IDI Dedicates the Viterbi Family Center for Public Opinion and Policy Research
The Israel Democracy Institute has renamed its renowned center for public opinion and research in honor of Dr. Andrew J. Viterbi.
The Viterbi family’s decision to make a landmark commitment of $5 million to the Center will ensure its future for decades to come. Headed by the prominent political scientist Prof. Tamar Hermann, the Center applies rigorous quantitative research methods to analyze Israeli public opinion and inform sound policy decisions. The Center is highly respected among Israeli decision-makers especially for the annual Israel Democracy Index, the monthly Israel Voice survey of public opinion, and a series of in-depth studies of the national religious and other sectors of society.
"I care deeply about Israel's future as a Jewish and democratic state,” said Dr. Viterbi. “Recent experience has convinced me that democracy cannot be taken for granted. Those of us who care and have the opportunity to do something about it must take action. My family and I are honored to support IDI’s important work.”
Yohanan Plesner, the President of IDI, welcomed the Viterbi family’s decision: "With Israel reeling from the political, economic, and health effects of COVID-19, the data and insights generated by the Viterbi Center's experts are more important than ever. The Viterbi family’s contribution will enable us to build on the foundations established by the late Prof. Asher Arian and his successor Tamar Hermann, and transform the Viterbi Center into the most important source of policy-oriented data on Israeli society in the years ahead."
IDI Senior Fellow Professor Tamar Hermann, Director of the Viterbi Center for Public Opinion and Policy Research, noted that "the data and insights generated by the experts at the Viterbi Center are placed at the disposal of everyone from the President of Israel and government agencies to researchers from around the world. Thanks to the generosity of the Viterbi family, we will be able to provide these important resources for generations to come."

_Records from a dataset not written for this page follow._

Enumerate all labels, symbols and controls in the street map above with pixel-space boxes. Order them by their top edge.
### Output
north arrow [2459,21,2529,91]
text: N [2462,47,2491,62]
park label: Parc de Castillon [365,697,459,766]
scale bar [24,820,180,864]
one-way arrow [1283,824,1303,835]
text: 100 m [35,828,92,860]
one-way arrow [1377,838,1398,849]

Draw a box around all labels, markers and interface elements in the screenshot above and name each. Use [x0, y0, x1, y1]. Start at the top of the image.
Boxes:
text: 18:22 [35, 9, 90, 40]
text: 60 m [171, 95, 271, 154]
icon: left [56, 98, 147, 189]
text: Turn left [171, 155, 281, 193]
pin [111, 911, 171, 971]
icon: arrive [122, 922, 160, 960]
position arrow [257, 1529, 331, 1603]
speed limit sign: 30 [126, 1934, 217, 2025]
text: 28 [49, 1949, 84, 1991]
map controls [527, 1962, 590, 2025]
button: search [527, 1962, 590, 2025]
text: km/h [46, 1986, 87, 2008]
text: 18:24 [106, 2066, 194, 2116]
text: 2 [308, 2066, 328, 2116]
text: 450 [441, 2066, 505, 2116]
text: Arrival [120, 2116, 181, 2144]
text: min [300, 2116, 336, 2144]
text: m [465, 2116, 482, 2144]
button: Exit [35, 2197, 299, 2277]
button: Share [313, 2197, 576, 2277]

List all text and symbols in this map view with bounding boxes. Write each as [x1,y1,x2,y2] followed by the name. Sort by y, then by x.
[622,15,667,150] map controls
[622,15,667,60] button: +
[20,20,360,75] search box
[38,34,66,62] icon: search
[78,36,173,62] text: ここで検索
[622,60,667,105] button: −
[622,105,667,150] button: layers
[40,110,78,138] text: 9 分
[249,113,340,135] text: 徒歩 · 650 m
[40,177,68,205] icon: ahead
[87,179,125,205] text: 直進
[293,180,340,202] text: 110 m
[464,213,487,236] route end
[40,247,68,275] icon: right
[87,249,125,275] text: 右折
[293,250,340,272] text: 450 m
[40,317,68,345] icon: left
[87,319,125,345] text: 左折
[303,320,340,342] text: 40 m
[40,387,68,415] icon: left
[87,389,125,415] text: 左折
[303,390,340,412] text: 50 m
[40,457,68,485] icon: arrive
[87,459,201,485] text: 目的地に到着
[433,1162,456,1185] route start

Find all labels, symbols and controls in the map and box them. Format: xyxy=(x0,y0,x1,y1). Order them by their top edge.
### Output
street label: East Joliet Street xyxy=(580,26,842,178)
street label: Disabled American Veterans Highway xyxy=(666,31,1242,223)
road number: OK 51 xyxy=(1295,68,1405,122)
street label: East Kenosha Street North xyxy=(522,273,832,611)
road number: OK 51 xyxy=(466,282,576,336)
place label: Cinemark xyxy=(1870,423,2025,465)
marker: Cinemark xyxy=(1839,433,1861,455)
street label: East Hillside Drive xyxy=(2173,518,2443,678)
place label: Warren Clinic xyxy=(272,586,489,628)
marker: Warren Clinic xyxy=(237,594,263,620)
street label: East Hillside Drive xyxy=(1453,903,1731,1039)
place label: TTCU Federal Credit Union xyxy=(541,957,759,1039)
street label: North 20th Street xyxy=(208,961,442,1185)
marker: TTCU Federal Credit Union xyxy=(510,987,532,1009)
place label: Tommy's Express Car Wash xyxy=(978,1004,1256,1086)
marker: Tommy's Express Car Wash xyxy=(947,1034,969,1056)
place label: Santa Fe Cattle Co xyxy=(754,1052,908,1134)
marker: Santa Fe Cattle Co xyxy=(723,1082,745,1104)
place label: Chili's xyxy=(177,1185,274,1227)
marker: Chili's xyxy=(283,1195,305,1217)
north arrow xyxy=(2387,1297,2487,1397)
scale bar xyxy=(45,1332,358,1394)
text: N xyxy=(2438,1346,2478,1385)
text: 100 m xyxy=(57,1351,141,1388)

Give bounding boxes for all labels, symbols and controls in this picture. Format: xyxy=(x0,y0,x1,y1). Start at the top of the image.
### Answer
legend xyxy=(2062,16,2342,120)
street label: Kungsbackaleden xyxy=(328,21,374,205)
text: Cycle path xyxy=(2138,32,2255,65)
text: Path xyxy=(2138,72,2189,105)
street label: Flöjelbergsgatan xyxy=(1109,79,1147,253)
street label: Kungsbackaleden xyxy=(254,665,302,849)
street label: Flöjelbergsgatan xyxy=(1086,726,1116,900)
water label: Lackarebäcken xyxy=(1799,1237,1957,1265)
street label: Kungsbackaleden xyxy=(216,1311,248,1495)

The Viterbi Center's expansive archive of over 1,200 surveys spanning more than six decades, which is open to the public, will now be known as the Guttman Data Israel database, in honor of the late Professor Louis Guttman, who bequeathed the original collection of surveys to IDI.
About Andrew J. Viterbi:
Dr. Viterbi is Presidential Chair Professor of Electrical Engineering at University of Southern California, Distinguished Visiting Professor at Technion and President of the Viterbi Group, LLC. He pursued intertwined careers in the field of wireless digital communication: in academia on the faculties of UCLA and UC San Diego, and in industry as co-founder of Linkabit Corp. and Qualcomm, Inc.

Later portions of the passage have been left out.